Required action:
With the exception of the pictures, write out the data below precisely.

------------------------------------------------------------

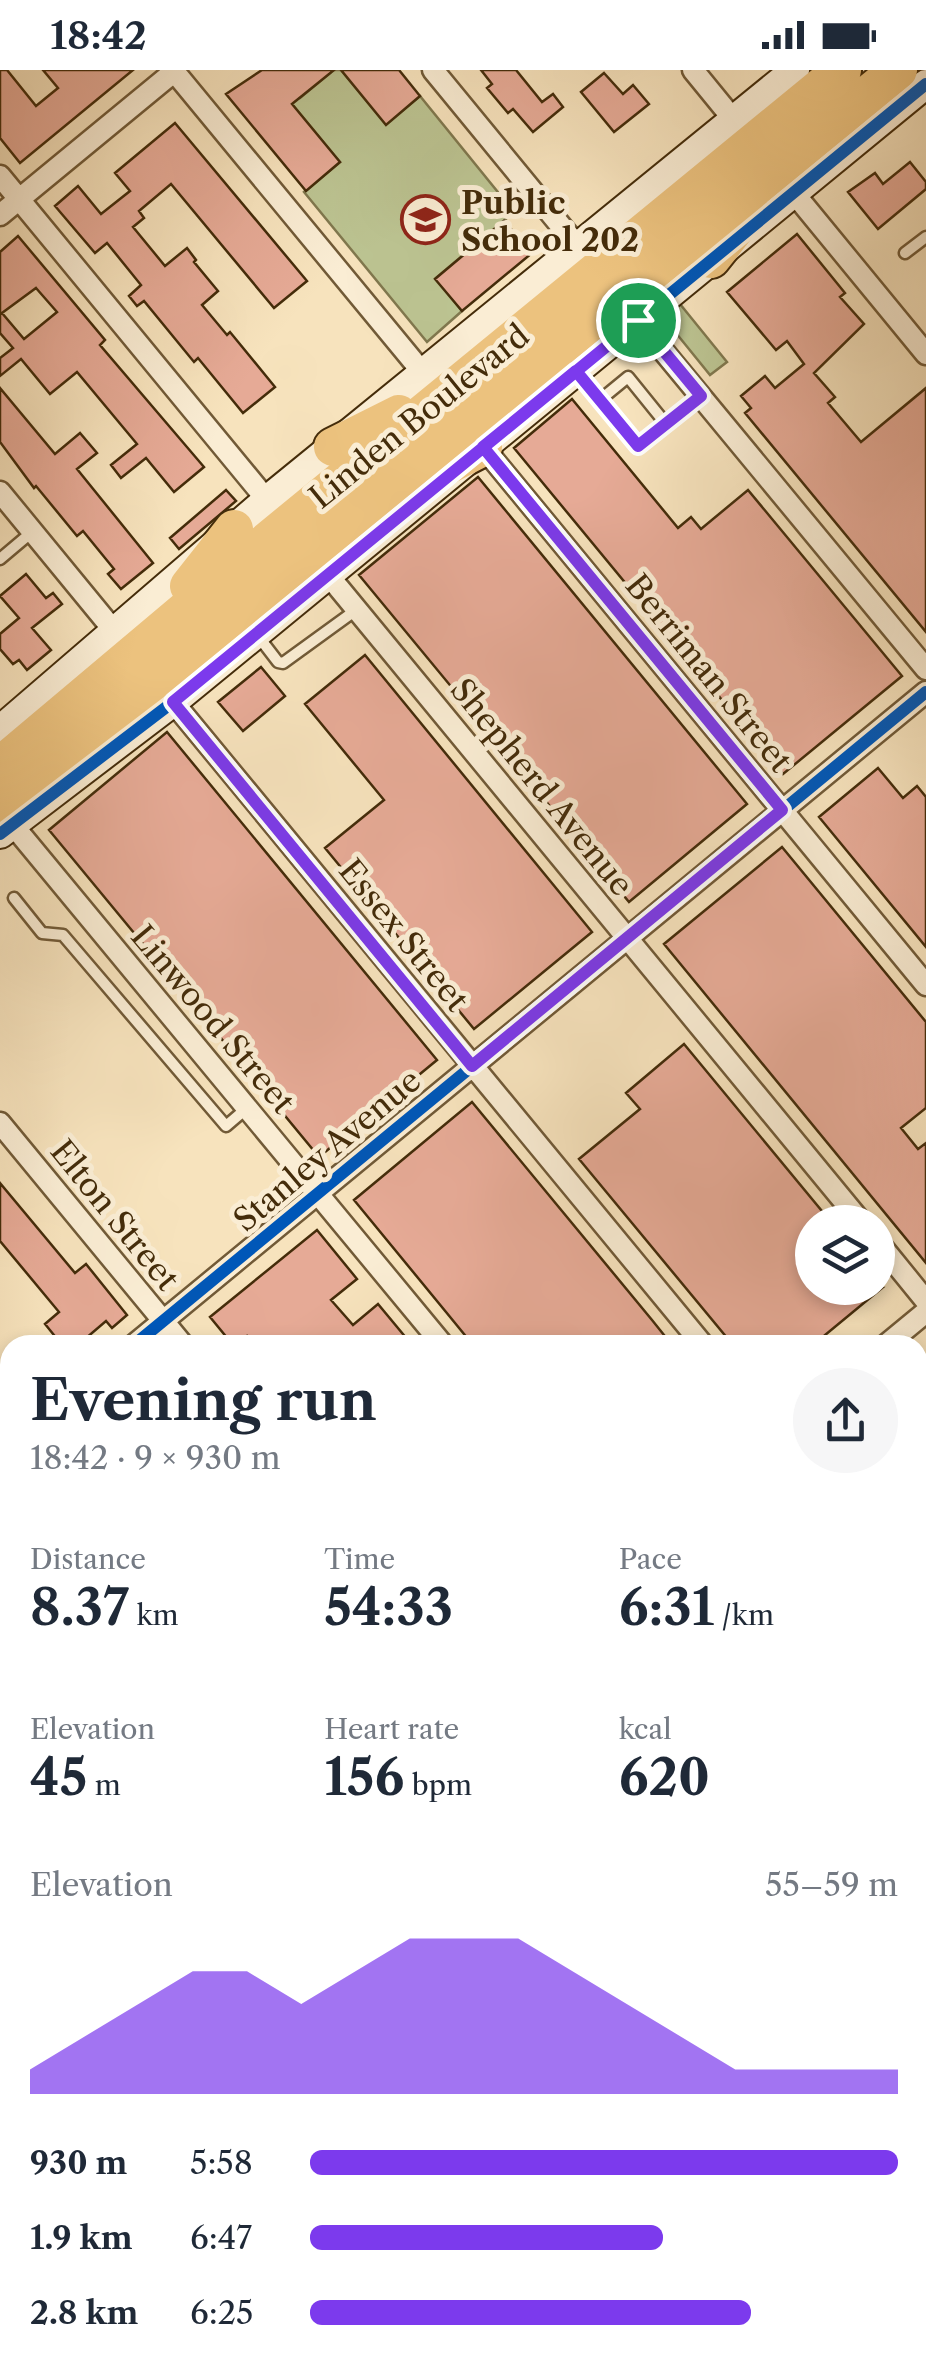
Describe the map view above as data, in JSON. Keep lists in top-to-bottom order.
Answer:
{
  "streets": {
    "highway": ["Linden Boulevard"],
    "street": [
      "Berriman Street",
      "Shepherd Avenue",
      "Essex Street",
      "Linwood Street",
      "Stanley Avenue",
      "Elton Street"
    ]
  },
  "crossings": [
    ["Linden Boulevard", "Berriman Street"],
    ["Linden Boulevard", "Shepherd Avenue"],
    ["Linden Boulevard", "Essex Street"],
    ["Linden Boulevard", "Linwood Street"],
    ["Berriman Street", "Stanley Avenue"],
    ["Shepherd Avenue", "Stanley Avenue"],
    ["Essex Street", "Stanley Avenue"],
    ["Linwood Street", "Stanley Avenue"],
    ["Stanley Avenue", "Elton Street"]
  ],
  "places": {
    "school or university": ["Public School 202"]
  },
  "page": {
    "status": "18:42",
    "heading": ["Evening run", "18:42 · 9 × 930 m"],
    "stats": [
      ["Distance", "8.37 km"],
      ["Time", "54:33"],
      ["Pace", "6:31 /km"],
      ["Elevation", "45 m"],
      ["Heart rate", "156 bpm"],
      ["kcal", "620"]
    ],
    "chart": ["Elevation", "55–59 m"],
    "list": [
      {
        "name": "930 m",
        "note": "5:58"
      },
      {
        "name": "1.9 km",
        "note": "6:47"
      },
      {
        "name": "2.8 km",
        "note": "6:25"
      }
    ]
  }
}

------------------------------------------------------------

Answer box:
Describe the map view above as data, in JSON. Keep lists in top-to-bottom order.
Answer:
{
  "streets": {
    "highway": ["Linden Boulevard"],
    "street": [
      "Berriman Street",
      "Shepherd Avenue",
      "Essex Street",
      "Linwood Street",
      "Stanley Avenue",
      "Elton Street"
    ]
  },
  "crossings": [
    ["Linden Boulevard", "Berriman Street"],
    ["Linden Boulevard", "Shepherd Avenue"],
    ["Linden Boulevard", "Essex Street"],
    ["Linden Boulevard", "Linwood Street"],
    ["Berriman Street", "Stanley Avenue"],
    ["Shepherd Avenue", "Stanley Avenue"],
    ["Essex Street", "Stanley Avenue"],
    ["Linwood Street", "Stanley Avenue"],
    ["Stanley Avenue", "Elton Street"]
  ],
  "places": {
    "school or university": ["Public School 202"]
  },
  "page": {
    "status": "18:42",
    "heading": ["Evening run", "18:42 · 9 × 930 m"],
    "stats": [
      ["Distance", "8.37 km"],
      ["Time", "54:33"],
      ["Pace", "6:31 /km"],
      ["Elevation", "45 m"],
      ["Heart rate", "156 bpm"],
      ["kcal", "620"]
    ],
    "chart": ["Elevation", "55–59 m"],
    "list": [
      {
        "name": "930 m",
        "note": "5:58"
      },
      {
        "name": "1.9 km",
        "note": "6:47"
      },
      {
        "name": "2.8 km",
        "note": "6:25"
      }
    ]
  }
}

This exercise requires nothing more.